Satu hal lagi yang dapat disebut keunikan Masjid di Tiongok adalah memelihara kesadaran dan pengetahuan masa lalu atau Sejarah lewat museum. Kendati sederhana dan tidak terlalu luas, dua Masjid yang penulis kunjungi, Beida dan Dongsu di ZingZho dan Beijing, keduanya memiliki museum dan juga perpustakaan. Museum itu bercerita bagaimana masjid ini pada mulanya dibangun, siapa yang membangunnya dan masa dinasti apa. Lalu siapa tokoh-tokohnya dan bagaimana perluasan atau renovasi bangunan masjid dan lainnya. Semuanya mereka rekam dengan sangat baik.

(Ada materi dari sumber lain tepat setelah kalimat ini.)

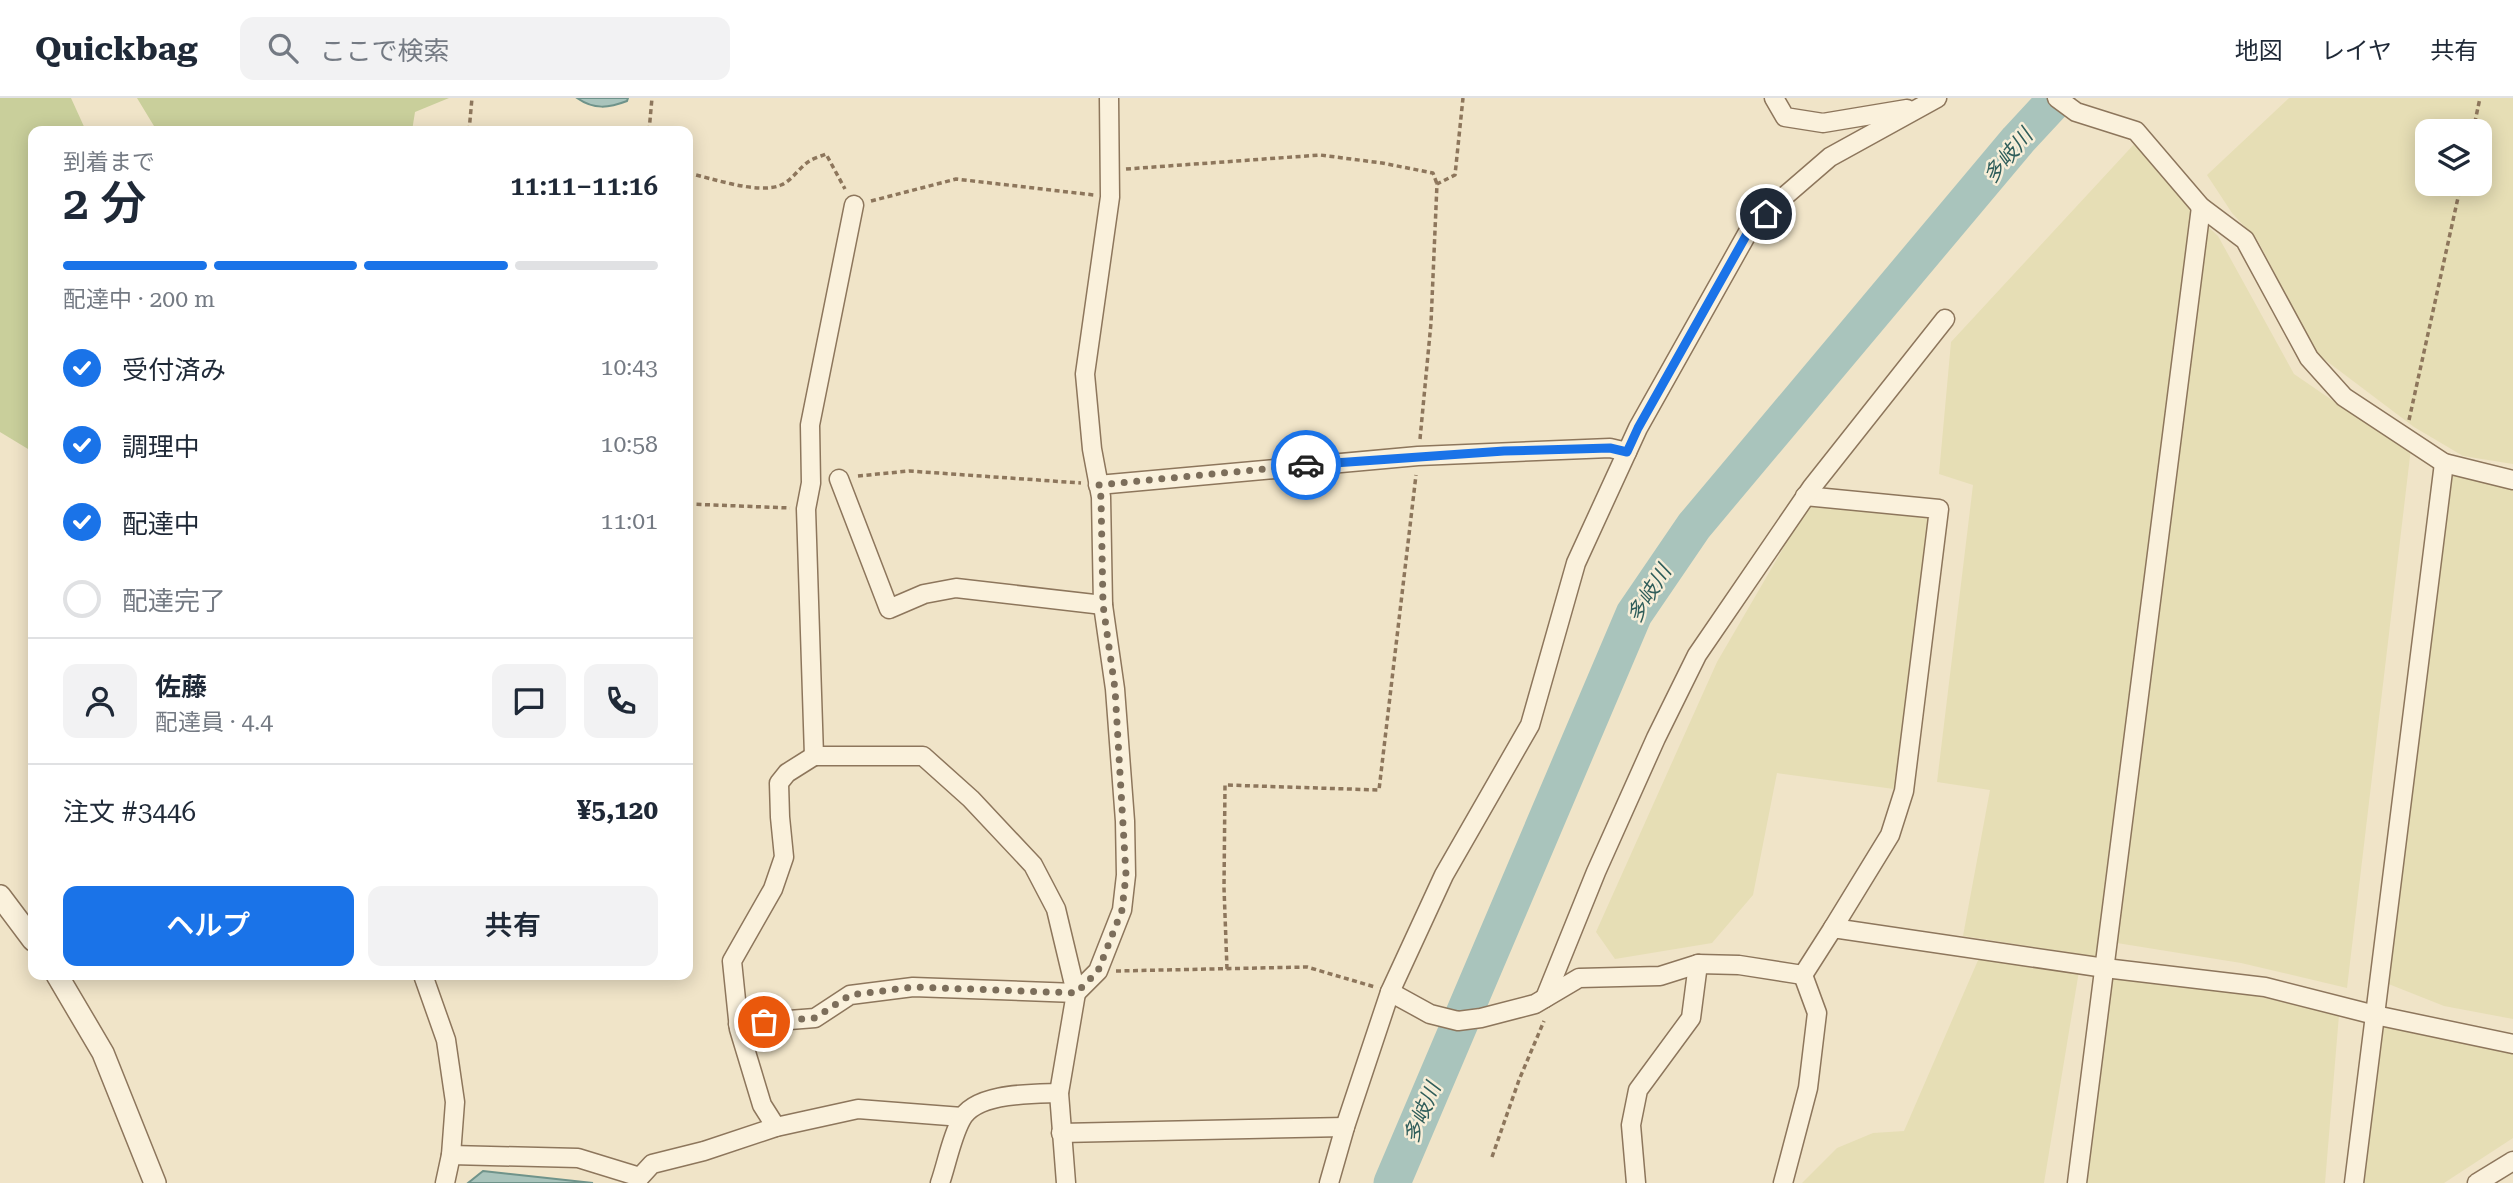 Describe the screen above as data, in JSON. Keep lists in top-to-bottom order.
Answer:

Di Masjid Dongsu terdapat perpustakaan yang sebagian besar koleksinya dilindungi negara. Seperti Al-Quran yang berumur ratusan tahun yang masih awet dengan tulisan tangannya. Beberapa kitab tafsir seperti Al-Thabari, Al-Razi, dan yang popular adalah Al-Jalalian serta fikih Hanafi masih terlihat dan terawat dengan baik, seperti Al-Mabshut.
Penutup
Ada baiknya, hemat saya, masjid-masjid di Indonesia dapat mencontoh dua hal dari Masjid yang ada di Tiongkok. Pertama, bagaimana mengintegrasikan secara baik keindonesiaan dan keislaman. Sebenanya dalam konteks pemikiran Islam Indonesia, kita sudah selesai dalam persoalan integrasi ini. Menjadi muslim yang taat dan dalam satu tarikan nafas menjadi warga negara yang baik. Namun menjadikan masjid sebagai sarana penguatan nasionalisme dan ke-Islaman berikut dengan penguatan simbol belum banyak dilakukan. Kedua, merawat ingatan masa lalu sebagai pijakan masa depan. Memang perlu anggaran besar untuk merawat ingatan masa lalu lewat museum. Namun kita belum punya cara untuk menunjukkan sesuatu yang berharga buat anak cucu kita nantinya. Agaknya kita sudah bisa mulai dari yang sederhana mengabadikan foto-foto lama atau melakukan digitalisasi terhadap dokumen. Itu penting dan sangat penting untuk bangsa dan umat beragama.